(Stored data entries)
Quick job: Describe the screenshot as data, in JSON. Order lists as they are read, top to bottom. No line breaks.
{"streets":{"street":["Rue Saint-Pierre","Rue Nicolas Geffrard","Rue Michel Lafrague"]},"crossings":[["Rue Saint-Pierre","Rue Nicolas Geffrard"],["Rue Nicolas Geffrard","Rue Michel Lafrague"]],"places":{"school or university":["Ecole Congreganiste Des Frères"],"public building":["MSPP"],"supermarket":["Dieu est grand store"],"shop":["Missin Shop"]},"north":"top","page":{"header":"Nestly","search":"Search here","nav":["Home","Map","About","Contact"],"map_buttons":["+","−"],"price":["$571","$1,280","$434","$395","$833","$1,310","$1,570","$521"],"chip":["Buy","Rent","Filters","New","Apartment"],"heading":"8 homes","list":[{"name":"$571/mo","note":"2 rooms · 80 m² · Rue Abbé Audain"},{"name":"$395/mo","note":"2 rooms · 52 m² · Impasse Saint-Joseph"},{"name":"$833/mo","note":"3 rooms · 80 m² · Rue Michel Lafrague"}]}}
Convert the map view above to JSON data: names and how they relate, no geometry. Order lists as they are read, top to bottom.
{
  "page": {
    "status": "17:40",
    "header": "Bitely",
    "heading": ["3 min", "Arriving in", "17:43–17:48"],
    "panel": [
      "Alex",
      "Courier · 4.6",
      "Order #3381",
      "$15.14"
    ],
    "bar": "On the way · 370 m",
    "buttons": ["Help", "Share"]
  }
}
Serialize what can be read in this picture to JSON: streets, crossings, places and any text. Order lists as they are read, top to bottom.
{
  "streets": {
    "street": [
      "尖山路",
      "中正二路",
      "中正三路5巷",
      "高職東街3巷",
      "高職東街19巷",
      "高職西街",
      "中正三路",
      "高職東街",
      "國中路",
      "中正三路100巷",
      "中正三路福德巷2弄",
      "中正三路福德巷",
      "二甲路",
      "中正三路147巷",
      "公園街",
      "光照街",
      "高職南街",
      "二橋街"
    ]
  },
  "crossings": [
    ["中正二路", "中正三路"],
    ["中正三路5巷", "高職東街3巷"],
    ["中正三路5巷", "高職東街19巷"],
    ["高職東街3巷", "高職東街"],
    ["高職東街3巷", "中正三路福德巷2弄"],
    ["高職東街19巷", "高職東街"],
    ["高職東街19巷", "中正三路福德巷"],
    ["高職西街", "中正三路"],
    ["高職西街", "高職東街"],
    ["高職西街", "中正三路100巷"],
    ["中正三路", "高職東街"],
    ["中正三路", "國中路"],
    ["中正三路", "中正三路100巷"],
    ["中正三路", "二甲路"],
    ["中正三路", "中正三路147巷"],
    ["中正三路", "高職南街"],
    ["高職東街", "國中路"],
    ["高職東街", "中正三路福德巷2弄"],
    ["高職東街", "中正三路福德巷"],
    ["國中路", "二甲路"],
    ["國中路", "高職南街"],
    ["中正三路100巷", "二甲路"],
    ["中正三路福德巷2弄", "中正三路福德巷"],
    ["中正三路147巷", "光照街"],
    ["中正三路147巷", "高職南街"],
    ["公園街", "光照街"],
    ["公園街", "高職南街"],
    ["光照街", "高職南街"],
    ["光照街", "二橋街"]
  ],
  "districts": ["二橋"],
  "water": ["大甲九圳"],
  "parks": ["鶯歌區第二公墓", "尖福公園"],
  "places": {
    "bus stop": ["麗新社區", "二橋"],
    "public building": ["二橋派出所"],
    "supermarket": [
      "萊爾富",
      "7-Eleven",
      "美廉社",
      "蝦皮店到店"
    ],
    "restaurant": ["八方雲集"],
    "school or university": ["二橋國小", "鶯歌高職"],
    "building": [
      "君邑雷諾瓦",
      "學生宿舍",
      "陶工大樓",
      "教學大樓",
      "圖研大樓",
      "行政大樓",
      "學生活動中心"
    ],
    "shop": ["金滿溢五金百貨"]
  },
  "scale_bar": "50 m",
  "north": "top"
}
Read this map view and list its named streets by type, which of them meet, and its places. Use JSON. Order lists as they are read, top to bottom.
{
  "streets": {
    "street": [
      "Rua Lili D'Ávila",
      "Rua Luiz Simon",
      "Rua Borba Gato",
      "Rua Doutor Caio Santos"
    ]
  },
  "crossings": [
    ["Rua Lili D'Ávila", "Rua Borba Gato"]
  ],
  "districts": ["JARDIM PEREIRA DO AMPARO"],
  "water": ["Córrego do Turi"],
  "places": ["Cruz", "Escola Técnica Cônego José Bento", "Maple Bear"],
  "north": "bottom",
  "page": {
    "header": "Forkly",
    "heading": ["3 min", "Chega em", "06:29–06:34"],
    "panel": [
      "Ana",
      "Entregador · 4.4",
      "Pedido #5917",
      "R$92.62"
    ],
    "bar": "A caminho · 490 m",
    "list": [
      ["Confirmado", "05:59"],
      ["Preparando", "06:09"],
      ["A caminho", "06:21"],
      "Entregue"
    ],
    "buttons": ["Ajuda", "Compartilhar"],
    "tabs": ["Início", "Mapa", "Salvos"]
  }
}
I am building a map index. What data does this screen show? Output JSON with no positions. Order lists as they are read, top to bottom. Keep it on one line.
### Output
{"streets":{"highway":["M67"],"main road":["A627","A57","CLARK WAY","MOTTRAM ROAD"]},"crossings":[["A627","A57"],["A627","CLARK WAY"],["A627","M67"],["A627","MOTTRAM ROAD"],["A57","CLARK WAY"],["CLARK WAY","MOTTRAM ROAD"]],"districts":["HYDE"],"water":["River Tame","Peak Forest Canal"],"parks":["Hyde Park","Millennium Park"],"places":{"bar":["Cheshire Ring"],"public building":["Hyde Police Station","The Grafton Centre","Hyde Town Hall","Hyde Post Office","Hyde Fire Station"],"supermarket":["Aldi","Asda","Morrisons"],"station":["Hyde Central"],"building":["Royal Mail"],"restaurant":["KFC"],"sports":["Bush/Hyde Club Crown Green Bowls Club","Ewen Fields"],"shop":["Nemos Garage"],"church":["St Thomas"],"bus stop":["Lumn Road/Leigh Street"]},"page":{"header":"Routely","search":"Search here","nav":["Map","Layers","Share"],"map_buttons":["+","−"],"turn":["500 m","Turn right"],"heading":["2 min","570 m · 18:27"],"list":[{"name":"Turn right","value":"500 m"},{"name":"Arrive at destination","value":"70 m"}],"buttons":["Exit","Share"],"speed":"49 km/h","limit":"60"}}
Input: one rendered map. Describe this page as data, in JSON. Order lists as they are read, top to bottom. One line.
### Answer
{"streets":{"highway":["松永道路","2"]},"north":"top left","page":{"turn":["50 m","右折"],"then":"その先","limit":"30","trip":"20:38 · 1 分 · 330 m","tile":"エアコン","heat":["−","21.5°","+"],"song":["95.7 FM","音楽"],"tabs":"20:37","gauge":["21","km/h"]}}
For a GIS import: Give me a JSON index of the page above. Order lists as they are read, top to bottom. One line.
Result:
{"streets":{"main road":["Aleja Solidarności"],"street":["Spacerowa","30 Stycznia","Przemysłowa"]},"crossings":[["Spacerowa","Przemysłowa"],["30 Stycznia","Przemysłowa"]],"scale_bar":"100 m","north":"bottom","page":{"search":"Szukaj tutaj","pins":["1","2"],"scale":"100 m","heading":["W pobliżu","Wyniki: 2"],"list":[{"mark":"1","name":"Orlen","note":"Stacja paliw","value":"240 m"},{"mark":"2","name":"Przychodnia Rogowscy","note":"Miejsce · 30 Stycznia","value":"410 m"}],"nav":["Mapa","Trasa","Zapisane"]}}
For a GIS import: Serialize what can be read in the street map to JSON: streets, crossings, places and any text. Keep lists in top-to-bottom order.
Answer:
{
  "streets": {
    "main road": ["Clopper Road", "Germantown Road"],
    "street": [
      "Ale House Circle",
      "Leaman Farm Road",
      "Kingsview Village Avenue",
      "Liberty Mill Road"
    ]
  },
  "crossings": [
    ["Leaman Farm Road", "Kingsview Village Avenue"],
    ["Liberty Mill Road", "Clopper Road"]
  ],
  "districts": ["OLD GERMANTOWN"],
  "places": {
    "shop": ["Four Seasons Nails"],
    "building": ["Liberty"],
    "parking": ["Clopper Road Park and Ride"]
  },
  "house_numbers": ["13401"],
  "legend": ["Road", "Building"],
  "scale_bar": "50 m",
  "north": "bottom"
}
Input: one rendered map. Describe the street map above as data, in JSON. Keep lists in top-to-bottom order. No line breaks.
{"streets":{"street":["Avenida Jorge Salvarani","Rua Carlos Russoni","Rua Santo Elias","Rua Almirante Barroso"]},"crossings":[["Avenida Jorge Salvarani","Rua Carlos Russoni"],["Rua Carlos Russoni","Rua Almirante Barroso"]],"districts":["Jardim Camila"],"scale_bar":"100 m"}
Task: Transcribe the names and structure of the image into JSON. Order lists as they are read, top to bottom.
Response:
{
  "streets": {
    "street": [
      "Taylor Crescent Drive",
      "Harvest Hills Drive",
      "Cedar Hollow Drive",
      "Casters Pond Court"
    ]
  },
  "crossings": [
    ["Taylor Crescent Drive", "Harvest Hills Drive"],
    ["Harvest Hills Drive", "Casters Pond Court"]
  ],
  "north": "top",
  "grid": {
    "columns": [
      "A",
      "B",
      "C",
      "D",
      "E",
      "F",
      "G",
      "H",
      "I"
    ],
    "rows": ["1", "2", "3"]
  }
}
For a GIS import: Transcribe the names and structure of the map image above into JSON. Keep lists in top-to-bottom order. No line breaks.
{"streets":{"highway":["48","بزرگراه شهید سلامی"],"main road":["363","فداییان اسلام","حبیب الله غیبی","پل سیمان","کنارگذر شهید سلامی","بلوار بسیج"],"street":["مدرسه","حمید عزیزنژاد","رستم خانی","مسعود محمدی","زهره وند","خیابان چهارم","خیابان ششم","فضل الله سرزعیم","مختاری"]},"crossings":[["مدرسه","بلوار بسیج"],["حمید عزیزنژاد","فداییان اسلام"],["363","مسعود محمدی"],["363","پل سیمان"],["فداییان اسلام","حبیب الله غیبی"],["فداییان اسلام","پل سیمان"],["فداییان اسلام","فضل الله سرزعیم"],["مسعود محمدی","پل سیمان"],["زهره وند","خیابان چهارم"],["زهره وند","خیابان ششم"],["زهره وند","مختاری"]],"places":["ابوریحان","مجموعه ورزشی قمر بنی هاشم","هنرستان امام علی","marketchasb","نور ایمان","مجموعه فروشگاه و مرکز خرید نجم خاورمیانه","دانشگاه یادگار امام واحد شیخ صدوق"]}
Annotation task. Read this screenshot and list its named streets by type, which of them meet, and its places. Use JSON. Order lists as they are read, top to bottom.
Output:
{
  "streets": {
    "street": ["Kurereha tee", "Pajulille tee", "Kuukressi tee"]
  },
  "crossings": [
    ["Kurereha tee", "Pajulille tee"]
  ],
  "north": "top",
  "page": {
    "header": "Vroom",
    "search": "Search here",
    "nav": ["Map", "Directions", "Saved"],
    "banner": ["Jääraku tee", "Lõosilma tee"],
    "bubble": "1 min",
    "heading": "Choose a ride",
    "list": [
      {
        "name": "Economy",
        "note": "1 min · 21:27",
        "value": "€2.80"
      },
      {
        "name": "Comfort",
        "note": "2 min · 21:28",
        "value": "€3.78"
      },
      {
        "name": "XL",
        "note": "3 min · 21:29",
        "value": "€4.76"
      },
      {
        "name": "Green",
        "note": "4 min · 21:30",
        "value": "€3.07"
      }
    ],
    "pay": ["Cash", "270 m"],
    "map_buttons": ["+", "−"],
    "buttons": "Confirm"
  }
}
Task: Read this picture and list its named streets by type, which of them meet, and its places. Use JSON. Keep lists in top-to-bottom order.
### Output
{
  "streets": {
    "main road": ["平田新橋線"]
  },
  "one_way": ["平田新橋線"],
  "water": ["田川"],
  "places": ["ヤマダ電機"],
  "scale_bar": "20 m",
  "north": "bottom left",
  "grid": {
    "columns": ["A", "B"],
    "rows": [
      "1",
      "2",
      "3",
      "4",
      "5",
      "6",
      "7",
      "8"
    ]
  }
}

▶ _Directions for this task_: Retype exactly, and only, the lines above from the one where "Task: Transcribe the" occurs up to and including the one where "Annotation task. Read" occurs.

▶ _Response for this exercise_:
Task: Transcribe the names and structure of the image into JSON. Order lists as they are read, top to bottom.
Response:
{
  "streets": {
    "street": [
      "Taylor Crescent Drive",
      "Harvest Hills Drive",
      "Cedar Hollow Drive",
      "Casters Pond Court"
    ]
  },
  "crossings": [
    ["Taylor Crescent Drive", "Harvest Hills Drive"],
    ["Harvest Hills Drive", "Casters Pond Court"]
  ],
  "north": "top",
  "grid": {
    "columns": [
      "A",
      "B",
      "C",
      "D",
      "E",
      "F",
      "G",
      "H",
      "I"
    ],
    "rows": ["1", "2", "3"]
  }
}
For a GIS import: Transcribe the names and structure of the map image above into JSON. Keep lists in top-to-bottom order. No line breaks.
{"streets":{"highway":["48","بزرگراه شهید سلامی"],"main road":["363","فداییان اسلام","حبیب الله غیبی","پل سیمان","کنارگذر شهید سلامی","بلوار بسیج"],"street":["مدرسه","حمید عزیزنژاد","رستم خانی","مسعود محمدی","زهره وند","خیابان چهارم","خیابان ششم","فضل الله سرزعیم","مختاری"]},"crossings":[["مدرسه","بلوار بسیج"],["حمید عزیزنژاد","فداییان اسلام"],["363","مسعود محمدی"],["363","پل سیمان"],["فداییان اسلام","حبیب الله غیبی"],["فداییان اسلام","پل سیمان"],["فداییان اسلام","فضل الله سرزعیم"],["مسعود محمدی","پل سیمان"],["زهره وند","خیابان چهارم"],["زهره وند","خیابان ششم"],["زهره وند","مختاری"]],"places":["ابوریحان","مجموعه ورزشی قمر بنی هاشم","هنرستان امام علی","marketchasb","نور ایمان","مجموعه فروشگاه و مرکز خرید نجم خاورمیانه","دانشگاه یادگار امام واحد شیخ صدوق"]}
Annotation task. Read this screenshot and list its named streets by type, which of them meet, and its places. Use JSON. Order lists as they are read, top to bottom.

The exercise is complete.